◆ **Your assignment**
Only the lines with "Kreitmayr" in the entries below belong in the answer; please copy them.

◆ **Supplied information**

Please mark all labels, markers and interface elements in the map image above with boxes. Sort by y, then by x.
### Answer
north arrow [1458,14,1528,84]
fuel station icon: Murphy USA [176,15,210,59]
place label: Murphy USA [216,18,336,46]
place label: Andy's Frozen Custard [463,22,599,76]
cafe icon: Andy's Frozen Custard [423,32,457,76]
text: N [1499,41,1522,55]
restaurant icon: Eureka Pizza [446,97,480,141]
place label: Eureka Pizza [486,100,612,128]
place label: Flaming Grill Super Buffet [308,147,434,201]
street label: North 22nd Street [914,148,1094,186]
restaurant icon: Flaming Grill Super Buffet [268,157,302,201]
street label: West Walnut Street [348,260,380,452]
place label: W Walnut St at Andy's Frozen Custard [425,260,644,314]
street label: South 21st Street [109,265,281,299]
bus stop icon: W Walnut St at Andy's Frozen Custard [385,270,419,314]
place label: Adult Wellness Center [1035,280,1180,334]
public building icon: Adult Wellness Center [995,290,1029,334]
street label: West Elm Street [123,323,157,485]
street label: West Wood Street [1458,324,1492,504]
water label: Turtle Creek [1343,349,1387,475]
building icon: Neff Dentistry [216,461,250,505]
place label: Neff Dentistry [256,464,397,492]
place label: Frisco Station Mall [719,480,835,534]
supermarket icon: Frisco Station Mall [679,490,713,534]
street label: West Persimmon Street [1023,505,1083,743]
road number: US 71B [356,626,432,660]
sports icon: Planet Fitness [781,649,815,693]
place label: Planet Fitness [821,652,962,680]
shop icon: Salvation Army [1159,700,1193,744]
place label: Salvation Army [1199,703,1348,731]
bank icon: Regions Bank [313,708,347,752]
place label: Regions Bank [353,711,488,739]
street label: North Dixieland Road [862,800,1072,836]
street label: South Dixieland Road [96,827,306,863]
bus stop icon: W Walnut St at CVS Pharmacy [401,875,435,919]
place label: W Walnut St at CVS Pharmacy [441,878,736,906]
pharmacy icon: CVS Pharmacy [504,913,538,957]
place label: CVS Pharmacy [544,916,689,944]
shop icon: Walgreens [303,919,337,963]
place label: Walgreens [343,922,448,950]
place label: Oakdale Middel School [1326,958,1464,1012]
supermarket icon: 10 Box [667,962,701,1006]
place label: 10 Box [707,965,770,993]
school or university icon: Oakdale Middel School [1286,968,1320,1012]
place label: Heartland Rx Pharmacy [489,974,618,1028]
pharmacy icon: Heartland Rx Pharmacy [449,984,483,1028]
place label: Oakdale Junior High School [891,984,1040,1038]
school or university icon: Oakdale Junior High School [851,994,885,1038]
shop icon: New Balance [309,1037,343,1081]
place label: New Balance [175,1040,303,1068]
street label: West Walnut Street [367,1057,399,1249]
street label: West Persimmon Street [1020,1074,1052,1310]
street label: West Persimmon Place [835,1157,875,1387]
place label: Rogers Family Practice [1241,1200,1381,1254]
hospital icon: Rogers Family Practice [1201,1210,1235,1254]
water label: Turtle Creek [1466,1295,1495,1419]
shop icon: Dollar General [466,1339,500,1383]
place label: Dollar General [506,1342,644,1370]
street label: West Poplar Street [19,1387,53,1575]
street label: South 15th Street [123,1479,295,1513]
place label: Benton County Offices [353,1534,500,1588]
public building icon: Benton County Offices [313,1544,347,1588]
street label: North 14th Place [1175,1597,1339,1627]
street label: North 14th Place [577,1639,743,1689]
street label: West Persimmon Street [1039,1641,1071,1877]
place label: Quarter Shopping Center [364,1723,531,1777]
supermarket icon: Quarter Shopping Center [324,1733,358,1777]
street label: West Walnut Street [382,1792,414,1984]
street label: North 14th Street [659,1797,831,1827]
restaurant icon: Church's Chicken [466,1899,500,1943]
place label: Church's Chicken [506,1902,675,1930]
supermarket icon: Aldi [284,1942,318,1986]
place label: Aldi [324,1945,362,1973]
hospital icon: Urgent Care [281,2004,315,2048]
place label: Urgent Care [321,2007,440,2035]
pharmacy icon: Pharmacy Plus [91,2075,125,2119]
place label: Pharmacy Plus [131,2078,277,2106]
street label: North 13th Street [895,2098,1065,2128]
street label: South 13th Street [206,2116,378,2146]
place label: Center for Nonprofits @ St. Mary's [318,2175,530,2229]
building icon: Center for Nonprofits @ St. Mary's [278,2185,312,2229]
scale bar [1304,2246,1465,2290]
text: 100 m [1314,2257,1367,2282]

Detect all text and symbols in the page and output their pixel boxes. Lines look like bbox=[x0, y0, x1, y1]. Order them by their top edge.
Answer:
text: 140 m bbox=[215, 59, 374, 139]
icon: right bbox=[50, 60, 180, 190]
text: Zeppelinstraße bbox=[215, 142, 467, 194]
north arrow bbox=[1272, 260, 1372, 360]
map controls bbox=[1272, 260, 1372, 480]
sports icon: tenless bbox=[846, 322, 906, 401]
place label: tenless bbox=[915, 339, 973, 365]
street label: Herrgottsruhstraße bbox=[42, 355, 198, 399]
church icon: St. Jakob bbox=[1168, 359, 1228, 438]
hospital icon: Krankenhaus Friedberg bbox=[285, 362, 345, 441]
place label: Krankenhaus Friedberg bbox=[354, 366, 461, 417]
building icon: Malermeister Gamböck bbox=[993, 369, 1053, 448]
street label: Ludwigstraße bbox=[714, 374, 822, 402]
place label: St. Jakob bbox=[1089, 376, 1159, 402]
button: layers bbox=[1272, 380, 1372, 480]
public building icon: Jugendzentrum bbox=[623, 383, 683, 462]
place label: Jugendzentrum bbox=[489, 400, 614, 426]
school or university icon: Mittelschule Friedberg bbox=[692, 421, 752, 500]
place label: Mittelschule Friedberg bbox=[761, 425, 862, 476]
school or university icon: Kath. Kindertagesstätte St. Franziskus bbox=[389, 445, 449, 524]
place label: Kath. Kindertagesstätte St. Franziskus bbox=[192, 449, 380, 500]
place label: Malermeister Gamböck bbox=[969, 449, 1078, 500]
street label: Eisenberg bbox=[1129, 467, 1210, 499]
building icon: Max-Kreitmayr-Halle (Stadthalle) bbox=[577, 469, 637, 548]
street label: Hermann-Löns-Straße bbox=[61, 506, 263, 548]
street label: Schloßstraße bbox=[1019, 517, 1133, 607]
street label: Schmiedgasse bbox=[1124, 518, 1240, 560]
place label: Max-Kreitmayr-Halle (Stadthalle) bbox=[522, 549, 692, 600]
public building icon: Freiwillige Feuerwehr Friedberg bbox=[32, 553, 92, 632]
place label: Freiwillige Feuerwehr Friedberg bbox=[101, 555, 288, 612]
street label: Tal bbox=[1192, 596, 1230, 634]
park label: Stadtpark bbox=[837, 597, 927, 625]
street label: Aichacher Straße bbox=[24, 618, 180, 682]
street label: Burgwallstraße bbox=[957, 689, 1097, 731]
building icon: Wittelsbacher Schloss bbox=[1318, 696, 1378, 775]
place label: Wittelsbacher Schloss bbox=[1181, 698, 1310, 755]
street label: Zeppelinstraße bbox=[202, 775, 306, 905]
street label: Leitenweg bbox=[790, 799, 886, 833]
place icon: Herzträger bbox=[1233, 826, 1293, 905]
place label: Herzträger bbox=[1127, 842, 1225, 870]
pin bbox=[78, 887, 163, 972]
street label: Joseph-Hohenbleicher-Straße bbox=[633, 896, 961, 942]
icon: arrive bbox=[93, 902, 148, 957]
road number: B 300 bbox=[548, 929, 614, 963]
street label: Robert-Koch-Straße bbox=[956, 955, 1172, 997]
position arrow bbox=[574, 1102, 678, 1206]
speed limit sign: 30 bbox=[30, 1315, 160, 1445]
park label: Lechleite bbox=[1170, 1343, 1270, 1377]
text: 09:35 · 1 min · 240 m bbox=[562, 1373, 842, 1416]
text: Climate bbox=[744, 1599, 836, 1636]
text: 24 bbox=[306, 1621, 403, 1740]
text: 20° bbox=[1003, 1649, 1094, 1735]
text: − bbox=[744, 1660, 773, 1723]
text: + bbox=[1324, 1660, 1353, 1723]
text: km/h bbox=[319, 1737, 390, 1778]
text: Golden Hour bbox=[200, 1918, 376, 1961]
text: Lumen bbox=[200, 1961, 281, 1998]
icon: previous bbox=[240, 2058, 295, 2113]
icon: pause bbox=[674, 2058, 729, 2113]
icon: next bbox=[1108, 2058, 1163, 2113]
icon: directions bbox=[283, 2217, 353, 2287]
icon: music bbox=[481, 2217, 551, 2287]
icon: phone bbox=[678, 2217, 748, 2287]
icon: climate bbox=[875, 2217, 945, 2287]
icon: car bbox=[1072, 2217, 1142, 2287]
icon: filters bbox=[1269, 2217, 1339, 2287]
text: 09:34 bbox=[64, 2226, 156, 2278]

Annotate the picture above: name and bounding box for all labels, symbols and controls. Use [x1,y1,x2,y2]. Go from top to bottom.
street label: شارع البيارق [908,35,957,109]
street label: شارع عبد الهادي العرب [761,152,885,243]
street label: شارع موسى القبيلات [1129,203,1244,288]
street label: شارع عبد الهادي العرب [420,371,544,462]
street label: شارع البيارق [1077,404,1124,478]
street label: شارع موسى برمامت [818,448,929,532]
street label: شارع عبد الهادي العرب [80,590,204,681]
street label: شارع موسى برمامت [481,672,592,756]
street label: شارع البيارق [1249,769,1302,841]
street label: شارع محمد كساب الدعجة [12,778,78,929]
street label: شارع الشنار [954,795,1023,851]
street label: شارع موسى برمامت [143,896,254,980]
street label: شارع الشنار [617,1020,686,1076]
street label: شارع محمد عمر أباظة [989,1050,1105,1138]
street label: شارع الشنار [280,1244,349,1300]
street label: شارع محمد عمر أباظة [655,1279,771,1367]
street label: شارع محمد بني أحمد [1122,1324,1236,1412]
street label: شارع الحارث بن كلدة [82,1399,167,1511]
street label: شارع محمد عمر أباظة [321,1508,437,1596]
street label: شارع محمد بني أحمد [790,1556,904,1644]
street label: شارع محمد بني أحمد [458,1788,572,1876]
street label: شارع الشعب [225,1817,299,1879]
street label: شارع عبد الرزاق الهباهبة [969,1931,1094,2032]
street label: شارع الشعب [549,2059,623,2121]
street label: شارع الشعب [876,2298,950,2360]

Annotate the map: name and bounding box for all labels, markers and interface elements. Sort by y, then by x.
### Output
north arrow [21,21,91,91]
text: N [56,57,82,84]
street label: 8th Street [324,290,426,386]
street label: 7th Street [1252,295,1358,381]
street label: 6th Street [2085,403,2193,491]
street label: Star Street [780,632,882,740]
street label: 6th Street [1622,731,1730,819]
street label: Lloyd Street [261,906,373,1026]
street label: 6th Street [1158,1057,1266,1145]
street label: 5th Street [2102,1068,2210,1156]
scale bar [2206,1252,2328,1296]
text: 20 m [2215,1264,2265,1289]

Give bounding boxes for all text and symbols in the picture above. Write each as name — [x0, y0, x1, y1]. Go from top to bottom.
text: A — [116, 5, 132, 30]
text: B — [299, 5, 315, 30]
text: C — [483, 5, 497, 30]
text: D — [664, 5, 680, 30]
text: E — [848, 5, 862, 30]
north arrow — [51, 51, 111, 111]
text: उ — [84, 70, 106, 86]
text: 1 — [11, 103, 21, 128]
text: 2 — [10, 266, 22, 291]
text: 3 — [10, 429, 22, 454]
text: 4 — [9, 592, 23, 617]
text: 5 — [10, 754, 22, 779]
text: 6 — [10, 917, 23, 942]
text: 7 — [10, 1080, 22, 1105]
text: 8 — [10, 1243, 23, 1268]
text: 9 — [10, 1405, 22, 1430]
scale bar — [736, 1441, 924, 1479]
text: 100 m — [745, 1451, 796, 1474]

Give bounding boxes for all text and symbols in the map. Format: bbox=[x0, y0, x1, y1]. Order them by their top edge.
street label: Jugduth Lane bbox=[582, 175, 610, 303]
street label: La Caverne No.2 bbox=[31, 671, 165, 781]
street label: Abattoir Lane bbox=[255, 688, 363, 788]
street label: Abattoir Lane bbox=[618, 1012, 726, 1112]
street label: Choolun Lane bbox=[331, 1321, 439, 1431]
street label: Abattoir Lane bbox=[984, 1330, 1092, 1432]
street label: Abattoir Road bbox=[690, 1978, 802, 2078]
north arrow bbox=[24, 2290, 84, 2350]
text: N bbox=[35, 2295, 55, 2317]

◆ **Result below**
building icon: Max-Kreitmayr-Halle (Stadthalle) bbox=[577, 469, 637, 548]
place label: Max-Kreitmayr-Halle (Stadthalle) bbox=[522, 549, 692, 600]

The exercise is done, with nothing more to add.